O6-Methyguanine-DNA Methyl Transferase (MGMT) Promoter Methylation in Serum DNA of Iranian Patients with Colorectal Cancer

Document Type: Research Articles

Authors

1 Gastroenterohepatology Research Center, Nemazi Hospital, School of Medicine, Shiraz University of Medical Sciences, Shiraz, Iran.

2 Department of Internal Medicine, School of Medicine, Shiraz University of Medical Sciences, Shiraz, Iran.

3 Department of Biotechnology, School of Advanced Medical Science and Technologies, Shiraz University of Medical Sciences, Shiraz, Iran.

4 Department of Internal Medicine Hamadan University of Medical Sciences, School of Medicine, Hamedan, Iran.

5 Department of Pathology, School of Medicine, Shiraz University of Medical sciences, Shiraz, Iran.

6 Colorectal Research Center, Nemazi hospital, School of Medicine, Shiraz University of Medical Sciences, Shiraz, Iran.

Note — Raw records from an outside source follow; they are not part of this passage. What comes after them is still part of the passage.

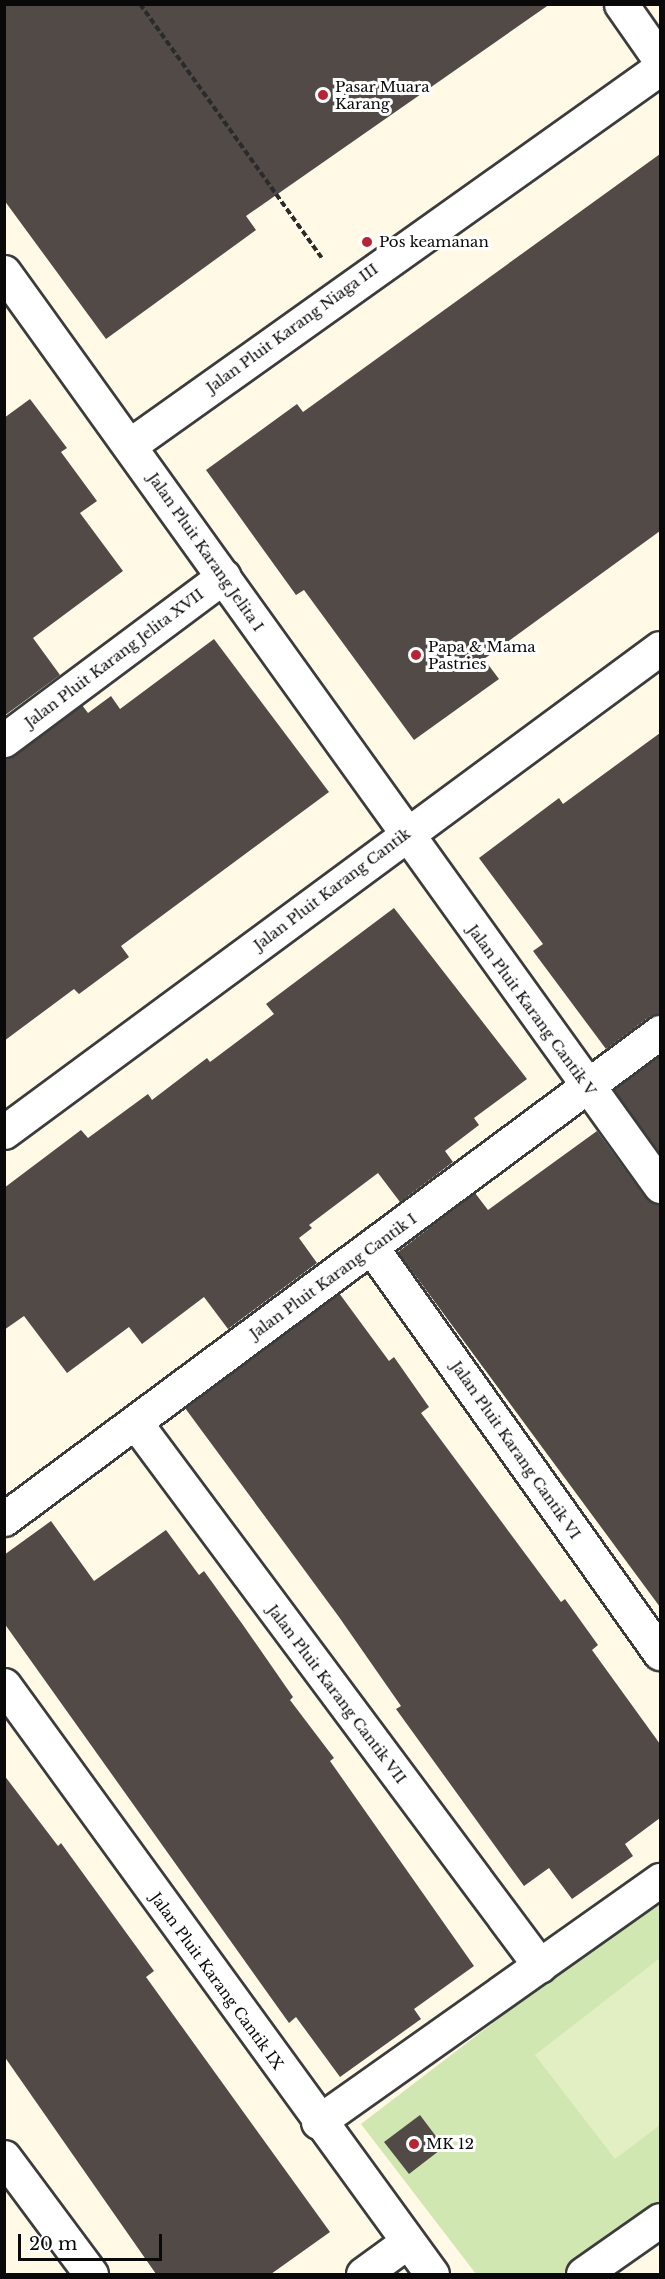 <!DOCTYPE html>
<html>
<head>
<meta charset="utf-8">
<style>
  body { margin:0 }
  #map { position:relative; width:665px; height:2279px; overflow:hidden; background:#fff9e6; font-family:"Libre Baskerville",serif }
  div>[style] { position:absolute }
  .green>* { inset:0; background:#d1e7b1 }
  .pitch>* { inset:0; background:#e2efc3 }
  .building>* { inset:0; background:#524a46 }
  .path>* { height:4px; margin-top:-2px; transform-origin:0; background:repeating-linear-gradient(90deg,#2b2b2b 0 6px,transparent 0 9px) }
  .roads { filter:drop-shadow(2px 0 #3c3c3c) drop-shadow(-2px 0 #3c3c3c) drop-shadow(0 2px #3c3c3c) drop-shadow(0 -2px #3c3c3c) }
  .minor>* { height:33px; margin:-16.5px; padding:0 16.5px; transform-origin:16.5px; border-radius:16.5px; background:#fff }
  .dots>* { width:16px; height:16px; translate:-50% -50%; box-sizing:border-box; border:3px solid #fff; border-radius:50% }
  span { translate:-50% -50%; white-space:nowrap; text-align:center; line-height:1.15; -webkit-text-stroke:6px #fff; paint-order:stroke }
  .poi-label { font-size:15px; color:#090909 }
  .left { translate:0 -50%; text-align:left }
  .street-label { font-size:15px; color:#090909 }
  .frame { position:absolute; inset:0; border:6px solid #090909; pointer-events:none }
  .scale { position:absolute; left:18px; top:2234px; width:144px; height:27px; box-sizing:border-box; border:3px solid #090909; border-top:0; padding-left:8px; font-size:18px; line-height:21px; white-space:nowrap; color:#090909; -webkit-text-stroke:4px #fff; paint-order:stroke }
</style>
</head>
<body>
<div id="map">
  <div class="green">
    <div style="clip-path:polygon(660px 1895px,660px 2204px,568px 2274px,476px 2274px,361px 2124px)"></div>
  </div>
  <div class="pitch">
    <div style="clip-path:polygon(660px 1958px,660px 2125px,615px 2159px,535px 2055px)"></div>
  </div>
  <div class="building">
    <div style="clip-path:polygon(4px 4px,550px 4px,246px 216px,256px 230px,106px 339px,4px 200px)"></div>
    <div style="clip-path:polygon(660px 154px,660px 531px,484px 659px,499px 679px,414px 740px,304px 590px,296px 595px,206px 470px,297px 404px,303px 412px)"></div>
    <div style="clip-path:polygon(30px 399px,67px 448px,61px 452px,97px 501px,80px 513px,123px 571px,33px 638px,60px 675px,4px 716px,4px 418px)"></div>
    <div style="clip-path:polygon(214px 639px,329px 792px,121px 946px,129px 957px,79px 994px,74px 989px,4px 1041px,4px 758px,15px 755px,82px 705px,88px 713px,111px 696px,120px 709px)"></div>
    <div style="clip-path:polygon(660px 733px,660px 1014px,649px 1017px,606px 1049px,533px 951px,543px 944px,479px 858px,559px 798px,563px 804px)"></div>
    <div style="clip-path:polygon(394px 908px,527px 1079px,474px 1118px,479px 1125px,445px 1151px,453px 1162px,400px 1202px,378px 1173px,309px 1225px,312px 1228px,299px 1238px,317px 1263px,228px 1329px,204px 1297px,142px 1344px,129px 1327px,67px 1373px,24px 1316px,4px 1330px,4px 1188px,81px 1130px,88px 1138px,148px 1094px,152px 1100px,207px 1058px,210px 1062px,274px 1014px,266px 1004px)"></div>
    <div style="clip-path:polygon(660px 1055px,660px 1155px,614px 1090px)"></div>
    <div style="clip-path:polygon(597px 1131px,645px 1197px,660px 1205px,660px 1607px,398px 1252px,475px 1193px,488px 1210px)"></div>
    <div style="clip-path:polygon(339px 1293px,389px 1361px,394px 1357px,429px 1407px,421px 1413px,561px 1602px,565px 1599px,598px 1645px,592px 1650px,660px 1744px,660px 1818px,625px 1844px,633px 1856px,572px 1899px,549px 1868px,524px 1886px,396px 1709px,401px 1706px,339px 1617px,185px 1408px)"></div>
    <div style="clip-path:polygon(51px 1521px,94px 1581px,166px 1530px,199px 1575px,204px 1571px,243px 1625px,293px 1697px,290px 1700px,334px 1758px,330px 1761px,474px 1966px,414px 2009px,421px 2019px,340px 2077px,296px 2017px,289px 2023px,4px 1623px,4px 1555px)"></div>
    <div style="clip-path:polygon(4px 1775px,58px 1846px,61px 1843px,154px 1971px,146px 1977px,330px 2232px,271px 2274px,156px 2274px,4px 2056px)"></div>
    <div style="clip-path:polygon(420px 2115px,444px 2147px,409px 2174px,384px 2142px)"></div>
  </div>
  <div class="path">
    <div style="left:140px;top:4px;width:312px;rotate:54.4deg"></div>
  </div>
  <div class="roads">
    <div class="minor">
      <div style="left:621px;top:4px;width:68px;rotate:55.1deg"></div>
      <div style="left:4px;top:272px;width:1125px;rotate:54.33deg"></div>
      <div style="left:130px;top:445px;width:650px;rotate:-35.43deg"></div>
      <div style="left:4px;top:740px;width:274px;rotate:-36.7deg"></div>
      <div style="left:4px;top:1132px;width:815px;rotate:-36.42deg"></div>
      <div style="left:372px;top:1248px;width:497px;rotate:54.6deg"></div>
      <div style="left:135px;top:1422px;width:678px;rotate:53.33deg"></div>
      <div style="left:4px;top:1519px;width:817px;rotate:-36.59deg"></div>
      <div style="left:4px;top:1685px;width:728px;rotate:54deg"></div>
      <div style="left:318px;top:2122px;width:419px;rotate:-35.3deg"></div>
      <div style="left:4px;top:2157px;width:146px;rotate:53.4deg"></div>
      <div style="left:363px;top:2274px;width:54px;rotate:-36deg"></div>
      <div style="left:583px;top:2274px;width:94px;rotate:-35deg"></div>
    </div>
  </div>
  <div class="dots">
    <div style="left:323px;top:95px;background:#b72433"></div>
    <div style="left:367px;top:242px;background:#b72433"></div>
    <div style="left:416px;top:655px;background:#b72433"></div>
    <div style="left:414px;top:2144px;background:#b72433"></div>
  </div>
  <div class="poi-label">
    <span class="left" style="left:335px;top:95px">Pasar Muara<br>Karang</span>
    <span class="left" style="left:379px;top:242px">Pos keamanan</span>
    <span class="left" style="left:428px;top:655px">Papa &amp; Mama<br>Pastries</span>
    <span class="left" style="left:426px;top:2144px">MK 12</span>
  </div>
  <div class="street-label">
    <span style="left:292px;top:328px;rotate:-36deg">Jalan Pluit Karang Niaga III</span>
    <span style="left:206px;top:552px;rotate:55deg">Jalan Pluit Karang Jelita I</span>
    <span style="left:114px;top:658px;rotate:-37deg">Jalan Pluit Karang Jelita XVII</span>
    <span style="left:332px;top:889px;rotate:-37deg">Jalan Pluit Karang Cantik</span>
    <span style="left:532px;top:1010px;rotate:54deg">Jalan Pluit Karang Cantik V</span>
    <span style="left:333px;top:1276px;rotate:-36deg">Jalan Pluit Karang Cantik I</span>
    <span style="left:516px;top:1450px;rotate:55deg">Jalan Pluit Karang Cantik VI</span>
    <span style="left:337px;top:1694px;rotate:53deg">Jalan Pluit Karang Cantik VII</span>
    <span style="left:217px;top:1981px;rotate:54deg">Jalan Pluit Karang Cantik IX</span>
  </div>
  <div class="frame"></div>
  <div class="scale">20 m</div>
</div>
</body>
</html>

7 Department of Biochemistry, School of Medicine, Shiraz University of Medical Sciences, Shiraz, Iran.

Abstract

Introduction: Colorectal cancer (CRC) is a leading cause of cancer deaths worldwide but current molecular targeted
therapy is not providing major success in CRC treatment, so early detection by non-invasive methods continues to
be vital. Aberrant methylation of CpG islands in promoter regions is associated with inactivation of various tumor
suppressor genes. O6-methyguanine-DNA methyltransferase (MGMT) is a DNA repair enzyme that removes mutagenic
and cytotoxic adducts from O6-guanine in DNA. Aberrant hypermethylation of the MGMT promoter has been
associated with lack of mRNA expression, with concomitant loss of protein content and enzyme activity. AIM: Our
aim was to determine whether MGMT promoter methylation might be detectable in circulating free DNA in the serum
of CRC patients and normal individuals using a methylation specific (MSP) polymerase chain reaction (PCR) method.
Methods: A total of 70 subjects were enrolled in the study. Of these, 30 patients who were diagnosed previously as
untreated colon adenocarcinoma by a gastroenterologist and the other 40 were nearly age-matched individuals who had
a normal colonoscopic evaluation (except for hemorrhoids or fissures) and normal pathologic reports. After bisulphite
modification of DNA, serum samples were examined for MGMT promoter methylation using MSP. Results: Ninety
percent of CRC patients had MGMT promoter hypermethylation as compared to no methylation in normal subjects’
serum. Most of the cancers were stage П and moderately differentiated adenocarcinomas; nearly 60% were found in
the left colon. No statistically significant correlation was found between the promoter methylation status and gender
and age. Discussion and Conclusions: MGMT hypermethylation can be detected in free circulating DNA in serum of
CRC patients and can be used “as a clinical biomarker” for early diagnosis and prognostic assessment of the disease.
Our data confirm previous studies indicating utility for free circulating DNA as a serum biomarker for early detection,
diagnosis and monitoring of CRC patients.